Why does this matter? It is much harder to climb out of a hole than it is to climb into one. To illustrate this point, think back to 2008, when the S&P 500 dropped about 37 percent. In order to return to its previous levels, the S&P 500 did not need to rise by 37 percent – it needed to climb about 59 percent! As percentage losses get larger, the required gain to break even increases, such that a loss of 50 percent would require a gain of 100 percent to get back to your original starting point. As you can see, it might just be better to manage the downside to begin with!
I recommend using diversification and active management together to help you do just that. Diversifying your risk exposure among different asset classes will hopefully diminish the effect of any one of them on your overall performance. You could also explore alternative assets, which tend to be less correlated or even uncorrelated with stocks and bonds. Active management is the other part of the equation: be sure to keep an eye on changing business conditions and the economic environment. These factors can affect the broader risks you face as an investor. In a perfect world, this combination of diversification and active management would come close to eliminating volatility on the downside while allowing for market-tracking returns on the upside. However, even modest reductions in volatility can go a long way towards helping guide your portfolio through bad times while still keeping up with the good.
The other key to managing risk is to plan your time horizon appropriately. Volatility will happen, and part of the benefit of exposing yourself to risk is the potential to gain more over the long run. Investing for a broad time horizon, as you would in an IRA or 401(k) account, requires that you to keep those far-off goals in mind and take a philosophical approach to short-term market downturns. It simply takes time for the markets to recover from a bad year. For example, based on historical S&P 500 data from 1970 to 2009, there’s only a 34.2 percent chance that you could recover from a 35 percent loss in three years. However, over five years you’d have a 57 percent chance of full recovery. Remember: losses can occur quickly, but recovery takes time. And the long-term performance of the market is in your favor, as the S&P 500 has an annual average return of 9.9 percent since 1970.
Managing for the downside is a balancing act: You want to balance the short- to medium-run economic outlook with your long-term goals, and you want to reduce risk without losing exposure to it. At the heart of this strategy should be a clear understanding of who you are and what you need. How do you handle risk emotionally? What is the time horizon on your account?
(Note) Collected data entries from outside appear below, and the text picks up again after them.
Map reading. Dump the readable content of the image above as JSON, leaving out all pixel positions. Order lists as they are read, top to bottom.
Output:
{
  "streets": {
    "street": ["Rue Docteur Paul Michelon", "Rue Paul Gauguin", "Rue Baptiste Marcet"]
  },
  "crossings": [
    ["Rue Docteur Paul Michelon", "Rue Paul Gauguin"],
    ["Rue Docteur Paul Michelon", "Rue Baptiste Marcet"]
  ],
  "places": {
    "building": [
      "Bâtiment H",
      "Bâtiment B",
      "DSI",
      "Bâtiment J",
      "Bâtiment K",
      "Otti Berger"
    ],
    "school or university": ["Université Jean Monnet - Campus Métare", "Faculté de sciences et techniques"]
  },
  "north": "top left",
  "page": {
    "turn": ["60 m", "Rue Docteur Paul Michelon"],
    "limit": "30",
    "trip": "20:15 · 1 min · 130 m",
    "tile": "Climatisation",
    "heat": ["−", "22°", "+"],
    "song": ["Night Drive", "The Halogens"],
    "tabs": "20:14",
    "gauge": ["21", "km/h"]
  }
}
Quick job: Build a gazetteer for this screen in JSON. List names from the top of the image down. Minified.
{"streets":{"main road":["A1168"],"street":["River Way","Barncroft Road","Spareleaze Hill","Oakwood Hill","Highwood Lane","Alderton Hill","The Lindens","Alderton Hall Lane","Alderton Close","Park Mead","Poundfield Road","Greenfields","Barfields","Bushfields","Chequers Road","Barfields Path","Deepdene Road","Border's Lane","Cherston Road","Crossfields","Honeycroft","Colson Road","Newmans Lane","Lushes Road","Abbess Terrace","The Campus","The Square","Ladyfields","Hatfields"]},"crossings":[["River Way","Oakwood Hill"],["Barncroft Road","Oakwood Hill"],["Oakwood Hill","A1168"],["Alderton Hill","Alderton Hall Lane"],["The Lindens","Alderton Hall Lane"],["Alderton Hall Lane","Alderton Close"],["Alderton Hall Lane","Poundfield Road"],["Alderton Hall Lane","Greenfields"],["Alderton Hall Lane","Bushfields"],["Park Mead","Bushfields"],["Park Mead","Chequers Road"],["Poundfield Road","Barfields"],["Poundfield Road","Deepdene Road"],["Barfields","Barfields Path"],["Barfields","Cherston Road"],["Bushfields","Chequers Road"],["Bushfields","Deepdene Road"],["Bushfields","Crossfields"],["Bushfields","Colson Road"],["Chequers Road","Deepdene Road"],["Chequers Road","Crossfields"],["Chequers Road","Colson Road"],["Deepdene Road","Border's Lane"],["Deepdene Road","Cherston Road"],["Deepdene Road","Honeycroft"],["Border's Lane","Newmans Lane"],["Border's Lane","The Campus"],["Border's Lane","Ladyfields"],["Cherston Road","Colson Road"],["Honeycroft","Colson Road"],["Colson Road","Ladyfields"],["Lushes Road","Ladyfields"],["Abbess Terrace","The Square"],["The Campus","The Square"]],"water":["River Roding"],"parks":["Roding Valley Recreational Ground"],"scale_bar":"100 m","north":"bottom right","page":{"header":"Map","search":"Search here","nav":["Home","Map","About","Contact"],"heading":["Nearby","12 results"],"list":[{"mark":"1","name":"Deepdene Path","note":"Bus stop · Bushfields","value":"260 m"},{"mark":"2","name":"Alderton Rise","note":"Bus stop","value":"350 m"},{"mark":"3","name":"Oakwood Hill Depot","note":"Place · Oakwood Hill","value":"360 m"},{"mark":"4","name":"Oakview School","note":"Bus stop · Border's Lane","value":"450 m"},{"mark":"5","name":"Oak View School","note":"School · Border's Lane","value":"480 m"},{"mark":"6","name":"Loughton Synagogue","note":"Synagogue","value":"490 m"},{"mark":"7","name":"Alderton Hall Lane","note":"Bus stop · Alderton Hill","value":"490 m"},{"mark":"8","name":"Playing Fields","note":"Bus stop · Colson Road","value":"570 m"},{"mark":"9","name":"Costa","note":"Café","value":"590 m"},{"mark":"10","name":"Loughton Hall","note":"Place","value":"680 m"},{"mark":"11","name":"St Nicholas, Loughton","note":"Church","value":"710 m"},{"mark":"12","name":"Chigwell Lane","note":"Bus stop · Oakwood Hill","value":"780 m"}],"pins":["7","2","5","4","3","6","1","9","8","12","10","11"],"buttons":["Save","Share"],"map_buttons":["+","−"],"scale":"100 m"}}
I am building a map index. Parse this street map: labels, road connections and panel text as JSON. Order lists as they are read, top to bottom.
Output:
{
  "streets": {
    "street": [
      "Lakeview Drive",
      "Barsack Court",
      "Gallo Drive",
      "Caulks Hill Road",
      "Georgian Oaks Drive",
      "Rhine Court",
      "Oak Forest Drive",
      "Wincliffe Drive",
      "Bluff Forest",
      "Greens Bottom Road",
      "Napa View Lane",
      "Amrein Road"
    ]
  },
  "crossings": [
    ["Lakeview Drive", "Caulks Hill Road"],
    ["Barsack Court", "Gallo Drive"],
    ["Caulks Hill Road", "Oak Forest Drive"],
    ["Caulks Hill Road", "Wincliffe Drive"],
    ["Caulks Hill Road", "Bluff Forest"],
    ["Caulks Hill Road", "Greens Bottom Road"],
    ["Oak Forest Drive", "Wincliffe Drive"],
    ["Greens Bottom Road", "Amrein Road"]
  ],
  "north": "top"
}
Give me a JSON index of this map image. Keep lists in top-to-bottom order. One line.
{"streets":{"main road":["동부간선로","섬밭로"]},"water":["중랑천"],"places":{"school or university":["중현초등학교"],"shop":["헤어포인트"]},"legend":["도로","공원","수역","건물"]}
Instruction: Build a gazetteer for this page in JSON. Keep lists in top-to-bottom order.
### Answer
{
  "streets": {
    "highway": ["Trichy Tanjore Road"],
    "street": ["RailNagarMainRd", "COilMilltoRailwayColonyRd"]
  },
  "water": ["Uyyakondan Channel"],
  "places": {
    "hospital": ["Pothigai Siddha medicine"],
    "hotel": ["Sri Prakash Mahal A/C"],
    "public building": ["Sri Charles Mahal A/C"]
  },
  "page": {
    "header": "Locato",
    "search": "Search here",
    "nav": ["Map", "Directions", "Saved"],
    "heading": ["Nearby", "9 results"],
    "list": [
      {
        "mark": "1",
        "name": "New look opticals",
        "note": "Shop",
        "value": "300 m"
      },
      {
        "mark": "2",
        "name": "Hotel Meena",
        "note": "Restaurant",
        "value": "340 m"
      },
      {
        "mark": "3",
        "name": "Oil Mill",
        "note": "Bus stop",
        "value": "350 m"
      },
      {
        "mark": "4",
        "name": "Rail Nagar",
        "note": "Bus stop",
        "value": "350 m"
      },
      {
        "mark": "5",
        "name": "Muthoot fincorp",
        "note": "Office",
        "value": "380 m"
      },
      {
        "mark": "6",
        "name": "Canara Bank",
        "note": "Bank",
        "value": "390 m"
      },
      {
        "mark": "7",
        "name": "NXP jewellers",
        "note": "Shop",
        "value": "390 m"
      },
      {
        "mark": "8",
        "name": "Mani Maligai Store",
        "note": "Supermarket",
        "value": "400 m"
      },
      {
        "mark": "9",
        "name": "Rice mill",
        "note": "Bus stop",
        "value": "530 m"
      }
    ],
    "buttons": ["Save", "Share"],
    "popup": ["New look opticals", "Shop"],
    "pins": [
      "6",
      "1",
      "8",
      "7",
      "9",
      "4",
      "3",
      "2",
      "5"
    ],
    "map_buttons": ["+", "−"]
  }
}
Also be sure to understand your advisor or money manager’s thought process when it comes to your portfolio. Does he or she have an understandable philosophy behind their decision-making? Are they able to answer questions about volatility by providing information about your portfolio, including its standard deviation?
By spending time thinking about and actively planning for the downside, you might find that facing risk becomes a bit easier. Knowledge is power, and knowing about risk and how to take advantage of it will help you to build a portfolio that is a better fit for you, and hopefully a better performer!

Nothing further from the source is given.